Segunda estação: Igreja Franciscana da Condenação e Capela da Flagelação (na foto), onde Cristo tomou a cruz e foi flagelado, recebendo a coroa de espinhos.
Terceira estação: uma pequena capela polaca, construída após a Segunda Guerra Mundial marca este lugar onde Jesus terá caído pela primeira vez.
Quarta estação: uma capela mínima, quase abandonada marca o lugar onde Cristo encarou a sua mãe por entre a multidão. A imagem ao fundo da capela (na foto) retrata esse momento.
Quinta estação: os escritos à volta da porta mostram o nome de Simão, sendo este o lugar onde o Cireno terá ajudado Cristo a carregar a cruz.
Sexta estação: um pilar junto a uma porta apresenta o nome de Verónica, que neste local limpou a face de Jesus.
Sétima estação: escondida no meio de um dos maiores bazares de Jerusalém, este local marca o momento em que Cristo terá caído pela segunda vez.
Décima estação: já dentro da Igreja do Santo Sepulcro, a capela franciscana marca o local onde Cristo foi despojado das suas roupas.
Décima primeira estação: Mesmo ao lado da capela Franciscana, uma capela Grega Ortodoxa marca o local onde Jesus foi crucificado. Há gente de joelhos rezando alto, outras beijam o chão por baixo da imagem, uma mulher e um rapaz estão completamente deitados no chão e choram convulsivamente. Nunca na minha vida vi algo assim.
Décima terceira estação: o lugar onde o corpo de Jesus terá sido colocado depois de retirado da cruz e entregue a sua mãe. Dezenas de pessoas ajoelham-se junto à pedra húmida e beijam-na, tocam-lhe com as mãos, passam roupas, pousam a testa, tudo entre lágrimas e orações.
terça-feira, agosto 19
Diários do Médio Oriente 27
Ainda na terra de ninguém, o espaço que separa os dois países, paro para esta fotografia.

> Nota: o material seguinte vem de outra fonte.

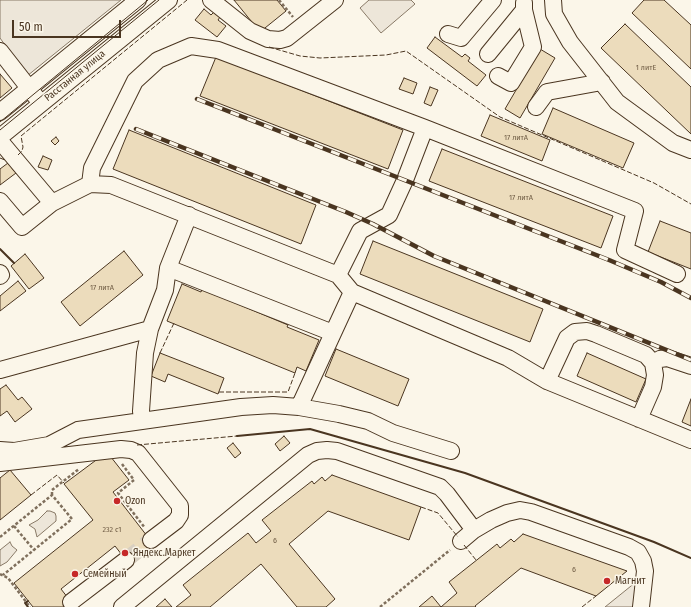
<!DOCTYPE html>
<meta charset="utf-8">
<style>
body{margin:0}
#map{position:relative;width:691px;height:607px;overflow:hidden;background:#fbf6e9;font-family:"Fira Sans Condensed",sans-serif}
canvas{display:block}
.scale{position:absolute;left:12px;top:20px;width:109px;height:18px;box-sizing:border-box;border:2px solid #4a3520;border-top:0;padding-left:5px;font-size:12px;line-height:14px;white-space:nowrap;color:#4a3520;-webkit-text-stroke:3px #fbf6e9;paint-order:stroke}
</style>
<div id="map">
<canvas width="691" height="607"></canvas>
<div class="scale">50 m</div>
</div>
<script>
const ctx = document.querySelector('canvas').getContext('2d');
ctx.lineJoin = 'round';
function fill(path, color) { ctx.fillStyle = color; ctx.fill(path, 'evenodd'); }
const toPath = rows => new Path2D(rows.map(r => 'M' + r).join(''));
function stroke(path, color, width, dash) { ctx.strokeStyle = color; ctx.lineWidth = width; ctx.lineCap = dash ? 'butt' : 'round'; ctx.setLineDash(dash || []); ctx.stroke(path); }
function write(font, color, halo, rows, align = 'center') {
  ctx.font = font + ' "Fira Sans Condensed",sans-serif'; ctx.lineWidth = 3; ctx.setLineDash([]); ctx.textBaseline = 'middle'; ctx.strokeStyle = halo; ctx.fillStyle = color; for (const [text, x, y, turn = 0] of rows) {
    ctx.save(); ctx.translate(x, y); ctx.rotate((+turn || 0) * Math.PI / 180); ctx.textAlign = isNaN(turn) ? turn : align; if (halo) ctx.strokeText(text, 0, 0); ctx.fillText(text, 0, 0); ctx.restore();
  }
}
const green = toPath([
 [0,0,121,0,27,76,0,38,0,0],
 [369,0,411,0,415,4,381,33,360,8,369,0],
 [47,511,50,511,55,513,56,516,56,521,37,537,35,529,29,525,38,520,47,511],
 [10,542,12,546,17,550,7,562,0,566,0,550,10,542],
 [636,582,635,607,605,607,636,582]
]);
const building = toPath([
 [234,0,277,0,286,11,260,32,234,0],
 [644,0,664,0,691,25,691,69,632,13,644,0],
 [204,9,211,15,214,12,220,17,218,20,226,26,217,37,195,20,204,9],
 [625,24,691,87,691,134,601,48,625,24],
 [435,37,462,57,465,54,470,58,468,61,486,75,477,86,427,48,435,37],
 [540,49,555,58,520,118,505,109,540,49],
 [216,57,403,130,388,169,200,96,216,57],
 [0,74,12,88,0,98,0,74],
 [404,78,417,83,413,94,399,89,404,78],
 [430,87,438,90,431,106,424,103,430,87],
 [553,108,634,143,623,168,542,134,553,108],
 [490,115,550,140,542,161,481,136,490,115],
 [129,130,316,205,301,244,113,169,129,130],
 [56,137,59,141,55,145,51,141,56,137],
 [442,149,613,216,601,248,429,181,442,149],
 [43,156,52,160,48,170,38,167,43,156],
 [8,163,16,173,0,185,0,169,8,163],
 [660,221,691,233,691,269,648,252,660,221],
 [373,241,543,309,530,342,360,274,373,241],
 [124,251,143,275,80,326,61,302,124,251],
 [25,254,44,278,29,289,11,266,25,254],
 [18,281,26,291,0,311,0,296,18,281],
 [182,284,201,292,202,289,288,325,287,327,319,340,306,371,297,367,295,373,167,321,182,284],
 [336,349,409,379,398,406,325,376,336,349],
 [160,353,224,378,218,394,168,374,165,382,151,376,160,353],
 [587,353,646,379,636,402,577,376,587,353],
 [6,385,18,400,22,397,32,409,15,422,7,411,0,416,0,389,6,385],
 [691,399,691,426,682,422,691,399],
 [284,436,290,443,280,451,275,444,284,436],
 [233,443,241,453,235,458,227,448,233,443],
 [107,452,129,480,113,492,154,545,129,564,115,546,61,589,75,607,33,607,14,583,93,520,64,484,107,452],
 [10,470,31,495,0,520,0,478,10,470],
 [332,475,421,507,409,540,328,511,289,544,335,599,326,607,297,607,261,564,210,607,176,607,191,595,183,585,248,533,256,543,271,531,262,520,312,481,314,484,322,477,325,481,332,475],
 [523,534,627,571,596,596,521,568,475,606,476,607,419,607,432,596,441,607,457,593,449,582,497,544,500,548,511,539,514,542,523,534],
 [165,599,172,607,156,607,165,599]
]);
const minorTunnel = toPath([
 [126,560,151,540]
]);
const path = toPath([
 [279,0,293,17],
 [122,464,134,480,118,493,145,528],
 [52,495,52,490,79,469],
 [14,526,34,550],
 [0,537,52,495,72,519,3,575],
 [0,574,8,578,30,607],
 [380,607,450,550]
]);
const minor = toPath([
 [211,0,250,31,268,39,280,40,287,38,335,0],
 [553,0,554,14,570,42,617,102,673,143,691,150],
 [448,34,461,38,493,0],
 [0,51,36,97],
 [488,54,524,10,524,3],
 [498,76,511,83,533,47,524,10],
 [536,107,547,92,602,82],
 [0,112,138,0],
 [0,137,169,0],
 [0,141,52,203,90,184,111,185,338,275,352,292,508,358,547,381,691,440],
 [90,184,92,168,135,81,158,60,191,46,218,50,425,128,635,211,625,250,677,274],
 [0,201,22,227,52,203],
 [168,268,333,333],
 [0,273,1,275,0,276],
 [338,275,360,231,389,215,405,180,425,128],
 [653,363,660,359,667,358,691,366],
 [0,370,150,329,165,290,168,268,189,215],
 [547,381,567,338,575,332,587,331,596,334,646,355,653,363,655,375,653,387,639,419],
 [299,407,352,292],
 [142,421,141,411,145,353,150,329],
 [0,450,14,451,49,445,78,430,241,407,273,405,299,407,339,414,368,421,393,433,451,451],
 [0,463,121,449,131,450,138,453,180,506,180,515,176,521,151,540],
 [461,541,474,530],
 [71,602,126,560],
 [122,607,308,455,317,451,327,450,337,451,440,487,447,494,474,530,491,520,507,513,520,510,531,512,629,547,638,552,643,561,645,571,641,607]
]);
const tram = toPath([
 [0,122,148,0],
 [0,130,159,0]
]);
const rail = toPath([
 [197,99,609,260,661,282,691,298],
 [136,129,346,212,373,224,434,256,691,360]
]);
const fence = toPath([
 [269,47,300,56,320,58,386,55,406,51,500,117,654,183,691,204],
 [18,155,22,151,23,147,21,136,187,0],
 [0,158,5,160],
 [160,353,174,323],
 [219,392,288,392,295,373],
 [137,445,237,436],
 [31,495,57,475,64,483],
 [421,507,438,513,458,537],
 [464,545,476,560],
 [582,607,596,596]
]);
const wall = toPath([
 [0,249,14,263],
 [237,436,310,429,465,473,654,542,691,558],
 [28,607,25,603,28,601]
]);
const markers = [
 [117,501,4,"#c62828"],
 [125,553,4,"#c62828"],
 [75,574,4,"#c62828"],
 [607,581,4,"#c62828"]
];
const numberNames = [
 ["1 литЕ",646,68],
 ["17 литА",516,138],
 ["17 литА",521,198],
 ["17 литА",102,288],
 ["232 с1",112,530],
 ["6",275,541],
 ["6",574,570]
];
const streetNames = [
 ["Расстанная улица",75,76,-39]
];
const poiNames = [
 ["Ozon",125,501],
 ["Яндекс.Маркет",133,553],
 ["Семейный",83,574],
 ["Магнит",615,581]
];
fill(green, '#ede6d9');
stroke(green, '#887966', 1);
fill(building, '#ecdcbc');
stroke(building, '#4a3520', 1);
stroke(minorTunnel, '#d8cfc1', 16, [16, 8]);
stroke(minor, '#4a3520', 18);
stroke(path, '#7f6f5c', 2.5, [3, 2]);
stroke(minor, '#fbf6e9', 16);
stroke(tram, '#4a3520', 1);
stroke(rail, '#4a3520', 4.5);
stroke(rail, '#fbf6e9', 3, [9]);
stroke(fence, '#4a3520', 1, [5, 2]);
stroke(wall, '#4a3520', 2);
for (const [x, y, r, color] of markers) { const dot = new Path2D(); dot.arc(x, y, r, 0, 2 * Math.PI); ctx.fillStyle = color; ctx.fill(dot); stroke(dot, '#fbf6e9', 1.5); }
write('8px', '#725f47', null, numberNames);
write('10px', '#4a3520', '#fbf6e9', streetNames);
write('10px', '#4a3520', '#fbf6e9', poiNames, 'left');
</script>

A máquina está dentro da mochila, por isso tenho de a pousar no chão e abri-la. Imediatamente, dois guardas gritam-me como se perguntassem o que estou a fazer, como se fosse tirar uma metralhadora ou um bomba. Como estou prestes a perceber, existe uma verdadeira obsessão com a segurança neste país.
Mais à frente, está o primeiro posto de segurança. Mochila para o raio-x, tudo fora dos bolsos, perguntas, mochila aberta, tudo para fora, mais perguntas. Continuo para o controlo de passaporte.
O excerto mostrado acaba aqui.